→ Items from a data source
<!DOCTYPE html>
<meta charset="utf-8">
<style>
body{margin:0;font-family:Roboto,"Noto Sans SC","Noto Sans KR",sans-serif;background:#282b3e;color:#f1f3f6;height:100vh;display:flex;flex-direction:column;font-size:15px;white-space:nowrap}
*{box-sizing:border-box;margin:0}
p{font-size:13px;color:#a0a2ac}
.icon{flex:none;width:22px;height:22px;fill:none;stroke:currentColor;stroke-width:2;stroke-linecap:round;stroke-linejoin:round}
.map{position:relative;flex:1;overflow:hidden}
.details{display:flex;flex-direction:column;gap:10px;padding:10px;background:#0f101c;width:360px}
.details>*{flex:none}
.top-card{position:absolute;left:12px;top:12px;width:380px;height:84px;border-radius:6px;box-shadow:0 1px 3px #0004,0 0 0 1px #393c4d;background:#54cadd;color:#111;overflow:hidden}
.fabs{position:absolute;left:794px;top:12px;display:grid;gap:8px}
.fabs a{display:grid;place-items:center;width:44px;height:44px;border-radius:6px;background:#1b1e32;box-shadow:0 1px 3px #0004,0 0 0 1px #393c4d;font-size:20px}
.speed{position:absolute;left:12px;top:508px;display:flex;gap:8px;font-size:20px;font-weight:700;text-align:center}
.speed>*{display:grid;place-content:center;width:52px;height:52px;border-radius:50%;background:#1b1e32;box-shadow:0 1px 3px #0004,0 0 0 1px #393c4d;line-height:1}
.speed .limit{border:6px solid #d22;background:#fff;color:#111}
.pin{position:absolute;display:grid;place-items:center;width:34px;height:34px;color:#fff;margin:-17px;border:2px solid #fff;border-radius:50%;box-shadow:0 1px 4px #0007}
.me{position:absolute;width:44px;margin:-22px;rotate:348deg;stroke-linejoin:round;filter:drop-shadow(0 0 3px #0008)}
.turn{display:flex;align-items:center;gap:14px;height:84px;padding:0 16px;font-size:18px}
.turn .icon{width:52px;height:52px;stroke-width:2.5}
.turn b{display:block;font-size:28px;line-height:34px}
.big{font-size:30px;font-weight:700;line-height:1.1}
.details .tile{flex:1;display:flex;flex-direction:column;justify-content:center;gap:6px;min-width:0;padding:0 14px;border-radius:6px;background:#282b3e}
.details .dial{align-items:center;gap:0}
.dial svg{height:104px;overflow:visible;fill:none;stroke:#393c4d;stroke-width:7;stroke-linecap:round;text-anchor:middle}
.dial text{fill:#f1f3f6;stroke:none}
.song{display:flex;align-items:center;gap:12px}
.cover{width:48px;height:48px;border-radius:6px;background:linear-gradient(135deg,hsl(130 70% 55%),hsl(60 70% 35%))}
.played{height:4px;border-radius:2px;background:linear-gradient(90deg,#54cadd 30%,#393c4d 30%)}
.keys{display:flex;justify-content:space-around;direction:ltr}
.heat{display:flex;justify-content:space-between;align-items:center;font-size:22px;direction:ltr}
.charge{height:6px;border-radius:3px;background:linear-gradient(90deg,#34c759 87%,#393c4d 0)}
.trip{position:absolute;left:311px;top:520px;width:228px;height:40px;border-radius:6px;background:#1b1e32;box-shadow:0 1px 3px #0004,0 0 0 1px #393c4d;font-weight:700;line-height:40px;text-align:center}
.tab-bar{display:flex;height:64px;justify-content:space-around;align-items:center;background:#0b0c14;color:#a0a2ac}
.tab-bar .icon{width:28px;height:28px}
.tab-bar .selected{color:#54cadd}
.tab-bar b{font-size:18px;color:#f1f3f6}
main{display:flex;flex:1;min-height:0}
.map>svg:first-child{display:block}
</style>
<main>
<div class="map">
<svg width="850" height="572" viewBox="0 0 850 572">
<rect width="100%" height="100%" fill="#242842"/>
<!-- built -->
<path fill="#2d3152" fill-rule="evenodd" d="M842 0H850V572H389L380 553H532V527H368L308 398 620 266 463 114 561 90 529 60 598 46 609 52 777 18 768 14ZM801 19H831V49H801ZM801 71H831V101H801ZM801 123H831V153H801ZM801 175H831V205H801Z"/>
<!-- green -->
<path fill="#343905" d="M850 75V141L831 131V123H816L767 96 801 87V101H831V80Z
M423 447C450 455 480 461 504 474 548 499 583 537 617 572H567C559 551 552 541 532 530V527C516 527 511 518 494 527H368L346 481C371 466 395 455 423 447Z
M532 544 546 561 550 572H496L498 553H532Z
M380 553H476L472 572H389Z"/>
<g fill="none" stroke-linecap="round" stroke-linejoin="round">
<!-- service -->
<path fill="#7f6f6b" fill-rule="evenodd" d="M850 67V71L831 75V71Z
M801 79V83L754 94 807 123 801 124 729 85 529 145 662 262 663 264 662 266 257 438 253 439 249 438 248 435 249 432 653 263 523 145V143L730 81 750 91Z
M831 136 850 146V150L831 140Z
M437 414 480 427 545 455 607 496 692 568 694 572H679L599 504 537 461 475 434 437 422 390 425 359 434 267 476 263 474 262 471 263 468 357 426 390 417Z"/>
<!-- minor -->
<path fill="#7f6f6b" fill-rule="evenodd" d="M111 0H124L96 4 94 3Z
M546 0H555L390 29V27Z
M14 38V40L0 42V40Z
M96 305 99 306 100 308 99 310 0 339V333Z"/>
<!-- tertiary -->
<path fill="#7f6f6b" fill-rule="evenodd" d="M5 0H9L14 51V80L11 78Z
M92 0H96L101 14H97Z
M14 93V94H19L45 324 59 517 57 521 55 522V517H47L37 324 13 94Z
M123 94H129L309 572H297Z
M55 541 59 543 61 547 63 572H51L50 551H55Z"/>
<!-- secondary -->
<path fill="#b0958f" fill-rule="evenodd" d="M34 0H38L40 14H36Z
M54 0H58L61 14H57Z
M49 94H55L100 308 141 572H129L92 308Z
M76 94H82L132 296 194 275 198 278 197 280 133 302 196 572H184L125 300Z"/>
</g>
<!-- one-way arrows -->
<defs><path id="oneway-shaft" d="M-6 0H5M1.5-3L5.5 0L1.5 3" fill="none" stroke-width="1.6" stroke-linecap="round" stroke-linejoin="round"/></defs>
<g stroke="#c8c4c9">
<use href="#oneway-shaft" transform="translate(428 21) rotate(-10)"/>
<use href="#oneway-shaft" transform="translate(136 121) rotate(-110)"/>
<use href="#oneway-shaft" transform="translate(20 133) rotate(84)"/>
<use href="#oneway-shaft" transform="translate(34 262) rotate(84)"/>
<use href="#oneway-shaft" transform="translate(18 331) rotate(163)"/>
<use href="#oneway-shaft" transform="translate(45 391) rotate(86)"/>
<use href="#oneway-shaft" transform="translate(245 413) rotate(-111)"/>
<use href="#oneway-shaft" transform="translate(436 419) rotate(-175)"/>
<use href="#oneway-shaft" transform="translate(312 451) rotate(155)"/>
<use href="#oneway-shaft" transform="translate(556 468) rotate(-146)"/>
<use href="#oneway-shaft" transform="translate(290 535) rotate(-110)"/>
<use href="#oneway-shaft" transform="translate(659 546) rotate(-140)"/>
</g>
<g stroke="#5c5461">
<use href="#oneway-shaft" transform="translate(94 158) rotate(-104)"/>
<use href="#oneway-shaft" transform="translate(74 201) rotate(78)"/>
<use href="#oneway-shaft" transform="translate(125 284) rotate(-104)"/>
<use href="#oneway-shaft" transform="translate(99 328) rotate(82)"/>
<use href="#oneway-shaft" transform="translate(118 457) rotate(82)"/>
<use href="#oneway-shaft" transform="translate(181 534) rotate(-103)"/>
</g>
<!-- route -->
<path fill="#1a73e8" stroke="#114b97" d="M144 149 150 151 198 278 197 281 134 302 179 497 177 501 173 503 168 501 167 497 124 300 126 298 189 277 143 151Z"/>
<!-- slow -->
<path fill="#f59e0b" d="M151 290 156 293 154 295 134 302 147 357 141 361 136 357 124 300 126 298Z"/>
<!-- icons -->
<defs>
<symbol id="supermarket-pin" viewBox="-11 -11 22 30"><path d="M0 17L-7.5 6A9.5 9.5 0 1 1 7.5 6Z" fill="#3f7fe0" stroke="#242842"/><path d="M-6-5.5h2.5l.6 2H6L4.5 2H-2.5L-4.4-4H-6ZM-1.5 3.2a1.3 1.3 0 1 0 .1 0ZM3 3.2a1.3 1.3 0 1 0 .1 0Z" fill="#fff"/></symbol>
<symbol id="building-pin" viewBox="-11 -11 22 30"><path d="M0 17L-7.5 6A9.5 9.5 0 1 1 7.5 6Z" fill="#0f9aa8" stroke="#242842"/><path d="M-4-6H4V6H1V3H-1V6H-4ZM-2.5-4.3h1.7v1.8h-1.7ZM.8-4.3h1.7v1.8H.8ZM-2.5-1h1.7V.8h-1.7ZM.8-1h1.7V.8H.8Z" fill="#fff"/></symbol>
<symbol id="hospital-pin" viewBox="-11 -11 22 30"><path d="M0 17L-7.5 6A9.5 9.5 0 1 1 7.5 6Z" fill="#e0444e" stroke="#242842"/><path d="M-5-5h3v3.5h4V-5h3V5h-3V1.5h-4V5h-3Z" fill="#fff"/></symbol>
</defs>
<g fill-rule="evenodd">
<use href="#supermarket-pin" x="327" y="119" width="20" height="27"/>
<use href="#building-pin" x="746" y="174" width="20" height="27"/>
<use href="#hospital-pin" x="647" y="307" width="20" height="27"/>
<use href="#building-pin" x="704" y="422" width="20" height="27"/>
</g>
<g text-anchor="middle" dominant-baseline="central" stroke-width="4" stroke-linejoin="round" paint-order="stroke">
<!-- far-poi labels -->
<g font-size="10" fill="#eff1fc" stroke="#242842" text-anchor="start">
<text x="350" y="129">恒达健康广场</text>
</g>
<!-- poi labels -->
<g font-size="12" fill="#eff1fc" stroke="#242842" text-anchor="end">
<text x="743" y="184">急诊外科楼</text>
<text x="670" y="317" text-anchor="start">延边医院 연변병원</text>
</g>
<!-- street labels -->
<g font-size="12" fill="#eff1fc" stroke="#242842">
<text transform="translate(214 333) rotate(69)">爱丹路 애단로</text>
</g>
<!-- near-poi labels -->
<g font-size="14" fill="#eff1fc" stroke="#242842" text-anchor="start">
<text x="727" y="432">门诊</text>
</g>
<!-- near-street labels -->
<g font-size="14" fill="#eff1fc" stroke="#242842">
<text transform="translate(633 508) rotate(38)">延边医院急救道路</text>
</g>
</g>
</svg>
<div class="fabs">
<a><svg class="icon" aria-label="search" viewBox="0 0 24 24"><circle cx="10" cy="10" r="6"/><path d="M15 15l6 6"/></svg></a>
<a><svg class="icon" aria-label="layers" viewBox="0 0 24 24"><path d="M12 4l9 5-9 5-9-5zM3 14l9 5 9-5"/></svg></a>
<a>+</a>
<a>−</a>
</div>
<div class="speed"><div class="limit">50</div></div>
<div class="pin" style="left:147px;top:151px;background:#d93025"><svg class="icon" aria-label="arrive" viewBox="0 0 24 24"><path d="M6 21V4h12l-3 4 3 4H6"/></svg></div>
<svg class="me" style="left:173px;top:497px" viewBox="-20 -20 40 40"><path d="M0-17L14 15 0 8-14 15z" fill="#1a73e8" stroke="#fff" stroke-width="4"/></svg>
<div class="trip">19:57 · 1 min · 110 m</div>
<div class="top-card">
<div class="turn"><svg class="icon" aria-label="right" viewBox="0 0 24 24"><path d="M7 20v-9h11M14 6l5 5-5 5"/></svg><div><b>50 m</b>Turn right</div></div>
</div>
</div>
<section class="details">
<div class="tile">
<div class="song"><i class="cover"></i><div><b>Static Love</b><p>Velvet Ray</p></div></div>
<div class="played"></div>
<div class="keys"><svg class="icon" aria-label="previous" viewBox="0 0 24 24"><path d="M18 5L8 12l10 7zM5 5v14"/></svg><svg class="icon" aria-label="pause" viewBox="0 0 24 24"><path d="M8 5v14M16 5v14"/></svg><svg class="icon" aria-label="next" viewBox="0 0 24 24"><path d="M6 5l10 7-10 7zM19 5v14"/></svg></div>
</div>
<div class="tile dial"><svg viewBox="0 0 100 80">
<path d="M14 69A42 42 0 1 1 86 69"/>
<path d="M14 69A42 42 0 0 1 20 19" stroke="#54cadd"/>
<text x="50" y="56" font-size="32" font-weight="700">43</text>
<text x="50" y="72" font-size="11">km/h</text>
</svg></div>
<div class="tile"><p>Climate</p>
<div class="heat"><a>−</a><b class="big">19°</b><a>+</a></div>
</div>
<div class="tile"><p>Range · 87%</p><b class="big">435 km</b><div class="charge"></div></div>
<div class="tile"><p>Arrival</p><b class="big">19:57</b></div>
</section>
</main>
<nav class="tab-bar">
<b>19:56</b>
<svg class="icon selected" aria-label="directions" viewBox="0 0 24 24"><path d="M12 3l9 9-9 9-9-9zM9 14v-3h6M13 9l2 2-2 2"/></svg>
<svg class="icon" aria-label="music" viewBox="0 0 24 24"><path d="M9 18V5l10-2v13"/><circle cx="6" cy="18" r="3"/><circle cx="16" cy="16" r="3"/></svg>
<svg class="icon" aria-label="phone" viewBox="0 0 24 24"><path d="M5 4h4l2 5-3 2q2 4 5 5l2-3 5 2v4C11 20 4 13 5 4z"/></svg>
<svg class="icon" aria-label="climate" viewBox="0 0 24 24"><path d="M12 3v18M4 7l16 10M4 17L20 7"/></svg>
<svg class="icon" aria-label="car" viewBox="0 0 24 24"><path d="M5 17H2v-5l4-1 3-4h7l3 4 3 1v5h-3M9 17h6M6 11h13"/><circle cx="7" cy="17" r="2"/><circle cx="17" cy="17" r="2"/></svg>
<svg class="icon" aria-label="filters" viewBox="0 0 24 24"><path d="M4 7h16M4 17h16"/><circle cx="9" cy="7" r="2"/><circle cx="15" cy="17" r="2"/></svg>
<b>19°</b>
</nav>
* * *
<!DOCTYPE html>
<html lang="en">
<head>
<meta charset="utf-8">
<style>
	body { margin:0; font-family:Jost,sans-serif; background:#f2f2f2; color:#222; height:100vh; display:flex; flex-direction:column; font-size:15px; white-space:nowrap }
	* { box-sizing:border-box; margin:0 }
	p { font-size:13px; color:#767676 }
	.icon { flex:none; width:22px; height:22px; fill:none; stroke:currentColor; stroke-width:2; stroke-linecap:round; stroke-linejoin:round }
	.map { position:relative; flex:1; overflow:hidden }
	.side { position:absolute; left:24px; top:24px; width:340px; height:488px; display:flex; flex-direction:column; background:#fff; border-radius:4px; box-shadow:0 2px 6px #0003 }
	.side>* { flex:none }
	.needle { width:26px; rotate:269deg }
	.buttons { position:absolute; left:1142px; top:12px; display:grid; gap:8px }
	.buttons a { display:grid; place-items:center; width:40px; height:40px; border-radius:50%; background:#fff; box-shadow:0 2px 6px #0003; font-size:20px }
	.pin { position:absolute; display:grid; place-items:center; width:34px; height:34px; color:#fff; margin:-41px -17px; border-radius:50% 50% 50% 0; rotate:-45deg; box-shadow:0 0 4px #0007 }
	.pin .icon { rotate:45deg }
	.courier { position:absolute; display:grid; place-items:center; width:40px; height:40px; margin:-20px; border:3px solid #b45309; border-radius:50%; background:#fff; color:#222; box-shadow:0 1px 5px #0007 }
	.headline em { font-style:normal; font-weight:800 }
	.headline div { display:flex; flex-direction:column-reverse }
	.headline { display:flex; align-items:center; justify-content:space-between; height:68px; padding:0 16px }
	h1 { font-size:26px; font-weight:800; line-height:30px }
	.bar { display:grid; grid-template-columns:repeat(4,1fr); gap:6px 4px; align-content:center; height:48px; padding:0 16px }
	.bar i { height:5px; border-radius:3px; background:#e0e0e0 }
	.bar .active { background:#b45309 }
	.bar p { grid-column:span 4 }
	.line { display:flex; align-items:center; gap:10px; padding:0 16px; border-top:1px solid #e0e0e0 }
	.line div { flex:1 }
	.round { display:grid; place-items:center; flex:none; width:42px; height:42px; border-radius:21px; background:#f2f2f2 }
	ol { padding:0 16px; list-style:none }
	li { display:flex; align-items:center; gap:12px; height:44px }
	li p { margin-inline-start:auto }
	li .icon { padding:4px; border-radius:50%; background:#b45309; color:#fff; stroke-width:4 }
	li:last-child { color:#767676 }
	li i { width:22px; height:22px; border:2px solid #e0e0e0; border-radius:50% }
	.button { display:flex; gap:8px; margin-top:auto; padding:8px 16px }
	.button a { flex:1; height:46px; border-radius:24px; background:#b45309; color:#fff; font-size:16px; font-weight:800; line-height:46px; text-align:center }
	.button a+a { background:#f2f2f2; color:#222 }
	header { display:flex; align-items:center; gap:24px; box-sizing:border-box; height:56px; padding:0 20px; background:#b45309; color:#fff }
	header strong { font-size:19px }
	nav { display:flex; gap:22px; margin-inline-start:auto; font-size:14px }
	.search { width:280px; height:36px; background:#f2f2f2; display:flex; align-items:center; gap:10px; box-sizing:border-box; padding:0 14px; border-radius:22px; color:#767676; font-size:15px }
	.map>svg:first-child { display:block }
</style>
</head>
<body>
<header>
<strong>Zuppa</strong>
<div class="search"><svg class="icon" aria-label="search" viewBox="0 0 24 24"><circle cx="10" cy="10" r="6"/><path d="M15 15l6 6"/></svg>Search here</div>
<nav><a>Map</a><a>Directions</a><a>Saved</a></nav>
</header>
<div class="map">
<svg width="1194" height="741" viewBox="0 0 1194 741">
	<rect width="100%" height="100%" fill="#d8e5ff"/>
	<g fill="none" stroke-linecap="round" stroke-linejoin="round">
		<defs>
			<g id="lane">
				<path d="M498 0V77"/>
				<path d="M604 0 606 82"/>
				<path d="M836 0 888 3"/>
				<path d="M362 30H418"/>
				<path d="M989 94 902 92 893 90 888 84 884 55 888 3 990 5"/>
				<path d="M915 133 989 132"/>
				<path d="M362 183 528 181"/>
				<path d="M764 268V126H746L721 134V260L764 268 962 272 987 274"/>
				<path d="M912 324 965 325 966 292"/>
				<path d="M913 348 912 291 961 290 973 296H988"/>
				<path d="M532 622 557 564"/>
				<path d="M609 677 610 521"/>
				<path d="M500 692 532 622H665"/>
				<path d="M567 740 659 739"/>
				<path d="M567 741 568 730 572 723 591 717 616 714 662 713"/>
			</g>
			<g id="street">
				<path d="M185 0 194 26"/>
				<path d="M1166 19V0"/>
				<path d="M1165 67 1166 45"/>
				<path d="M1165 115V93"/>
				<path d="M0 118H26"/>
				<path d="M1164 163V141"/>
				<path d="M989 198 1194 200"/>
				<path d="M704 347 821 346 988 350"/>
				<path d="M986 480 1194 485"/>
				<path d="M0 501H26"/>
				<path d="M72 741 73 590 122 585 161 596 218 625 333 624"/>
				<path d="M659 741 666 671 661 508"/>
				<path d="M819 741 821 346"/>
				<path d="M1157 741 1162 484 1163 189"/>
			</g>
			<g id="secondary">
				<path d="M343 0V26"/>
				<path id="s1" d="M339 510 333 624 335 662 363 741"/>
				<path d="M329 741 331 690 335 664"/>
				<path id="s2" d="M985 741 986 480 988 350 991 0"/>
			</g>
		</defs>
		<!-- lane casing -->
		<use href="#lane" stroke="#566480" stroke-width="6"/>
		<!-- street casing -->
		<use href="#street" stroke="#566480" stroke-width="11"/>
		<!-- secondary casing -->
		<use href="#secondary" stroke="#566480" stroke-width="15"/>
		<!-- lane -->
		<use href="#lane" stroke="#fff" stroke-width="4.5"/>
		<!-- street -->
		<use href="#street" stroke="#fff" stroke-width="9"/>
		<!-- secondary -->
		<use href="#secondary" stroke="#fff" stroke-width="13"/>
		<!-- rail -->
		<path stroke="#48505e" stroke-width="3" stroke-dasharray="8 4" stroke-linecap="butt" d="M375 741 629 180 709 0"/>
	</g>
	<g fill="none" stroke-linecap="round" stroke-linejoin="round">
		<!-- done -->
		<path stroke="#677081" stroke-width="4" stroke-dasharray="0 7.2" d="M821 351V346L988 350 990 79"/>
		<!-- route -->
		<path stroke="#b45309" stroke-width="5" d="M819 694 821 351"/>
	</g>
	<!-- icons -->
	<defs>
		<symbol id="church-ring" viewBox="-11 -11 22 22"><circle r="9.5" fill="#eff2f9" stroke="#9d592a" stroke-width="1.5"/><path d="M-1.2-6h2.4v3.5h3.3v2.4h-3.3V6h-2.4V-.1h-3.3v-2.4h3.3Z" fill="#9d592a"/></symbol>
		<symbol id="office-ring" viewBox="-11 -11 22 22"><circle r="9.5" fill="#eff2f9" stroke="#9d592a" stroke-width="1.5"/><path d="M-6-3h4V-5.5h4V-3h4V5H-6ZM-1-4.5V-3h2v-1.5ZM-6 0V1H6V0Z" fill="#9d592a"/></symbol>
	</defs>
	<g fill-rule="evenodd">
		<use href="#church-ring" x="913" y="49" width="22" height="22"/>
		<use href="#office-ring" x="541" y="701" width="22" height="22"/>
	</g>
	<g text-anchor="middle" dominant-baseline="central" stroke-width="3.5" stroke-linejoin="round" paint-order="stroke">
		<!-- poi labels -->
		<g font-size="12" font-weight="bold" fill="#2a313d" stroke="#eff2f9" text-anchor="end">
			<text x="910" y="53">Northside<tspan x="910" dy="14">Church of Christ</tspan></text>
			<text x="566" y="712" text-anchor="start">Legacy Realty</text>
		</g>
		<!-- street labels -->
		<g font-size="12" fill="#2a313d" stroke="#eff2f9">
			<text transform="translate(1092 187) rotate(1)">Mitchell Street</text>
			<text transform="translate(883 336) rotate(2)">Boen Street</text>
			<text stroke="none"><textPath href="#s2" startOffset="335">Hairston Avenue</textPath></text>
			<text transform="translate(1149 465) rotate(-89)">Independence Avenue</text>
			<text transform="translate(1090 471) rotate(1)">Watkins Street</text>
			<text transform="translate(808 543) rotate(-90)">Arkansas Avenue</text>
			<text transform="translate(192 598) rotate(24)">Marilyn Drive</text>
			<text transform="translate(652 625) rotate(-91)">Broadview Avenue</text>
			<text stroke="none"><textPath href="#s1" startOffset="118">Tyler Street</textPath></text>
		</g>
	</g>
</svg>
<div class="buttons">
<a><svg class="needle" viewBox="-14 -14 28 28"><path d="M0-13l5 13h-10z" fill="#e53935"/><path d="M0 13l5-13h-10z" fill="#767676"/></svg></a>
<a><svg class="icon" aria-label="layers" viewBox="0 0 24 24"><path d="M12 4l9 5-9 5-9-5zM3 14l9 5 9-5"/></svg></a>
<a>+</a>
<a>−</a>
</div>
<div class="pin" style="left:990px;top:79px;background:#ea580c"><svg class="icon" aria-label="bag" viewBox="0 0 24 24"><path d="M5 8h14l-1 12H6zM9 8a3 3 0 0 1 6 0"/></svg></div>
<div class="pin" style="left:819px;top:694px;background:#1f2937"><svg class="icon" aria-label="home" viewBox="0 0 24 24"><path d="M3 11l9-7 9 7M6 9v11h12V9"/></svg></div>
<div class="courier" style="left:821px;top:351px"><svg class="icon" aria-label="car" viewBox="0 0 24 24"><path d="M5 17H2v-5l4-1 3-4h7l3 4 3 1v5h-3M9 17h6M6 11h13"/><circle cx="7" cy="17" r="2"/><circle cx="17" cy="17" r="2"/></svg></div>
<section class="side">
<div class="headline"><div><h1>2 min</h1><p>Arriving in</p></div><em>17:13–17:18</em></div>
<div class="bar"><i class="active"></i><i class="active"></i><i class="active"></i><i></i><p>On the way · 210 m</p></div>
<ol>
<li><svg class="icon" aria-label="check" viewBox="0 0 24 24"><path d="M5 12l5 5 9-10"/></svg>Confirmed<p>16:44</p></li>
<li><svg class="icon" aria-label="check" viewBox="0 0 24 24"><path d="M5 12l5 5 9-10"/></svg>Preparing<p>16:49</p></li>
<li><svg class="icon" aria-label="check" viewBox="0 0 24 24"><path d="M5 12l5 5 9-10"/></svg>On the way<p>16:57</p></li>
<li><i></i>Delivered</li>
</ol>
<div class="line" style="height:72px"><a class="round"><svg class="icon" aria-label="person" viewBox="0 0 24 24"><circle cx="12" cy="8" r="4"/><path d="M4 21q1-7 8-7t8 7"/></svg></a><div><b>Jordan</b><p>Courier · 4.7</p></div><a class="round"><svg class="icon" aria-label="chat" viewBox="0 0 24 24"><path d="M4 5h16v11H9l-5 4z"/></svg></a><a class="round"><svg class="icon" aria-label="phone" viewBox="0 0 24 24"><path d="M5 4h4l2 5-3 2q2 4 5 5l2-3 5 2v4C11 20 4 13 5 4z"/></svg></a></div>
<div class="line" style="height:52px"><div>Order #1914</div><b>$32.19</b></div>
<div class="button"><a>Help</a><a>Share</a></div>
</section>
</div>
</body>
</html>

→ WORK TO COMPLETE
Given the word "limit", show every line of the records that contains it.

→ REPLY
.speed .limit{border:6px solid #d22;background:#fff;color:#111}
<div class="speed"><div class="limit">50</div></div>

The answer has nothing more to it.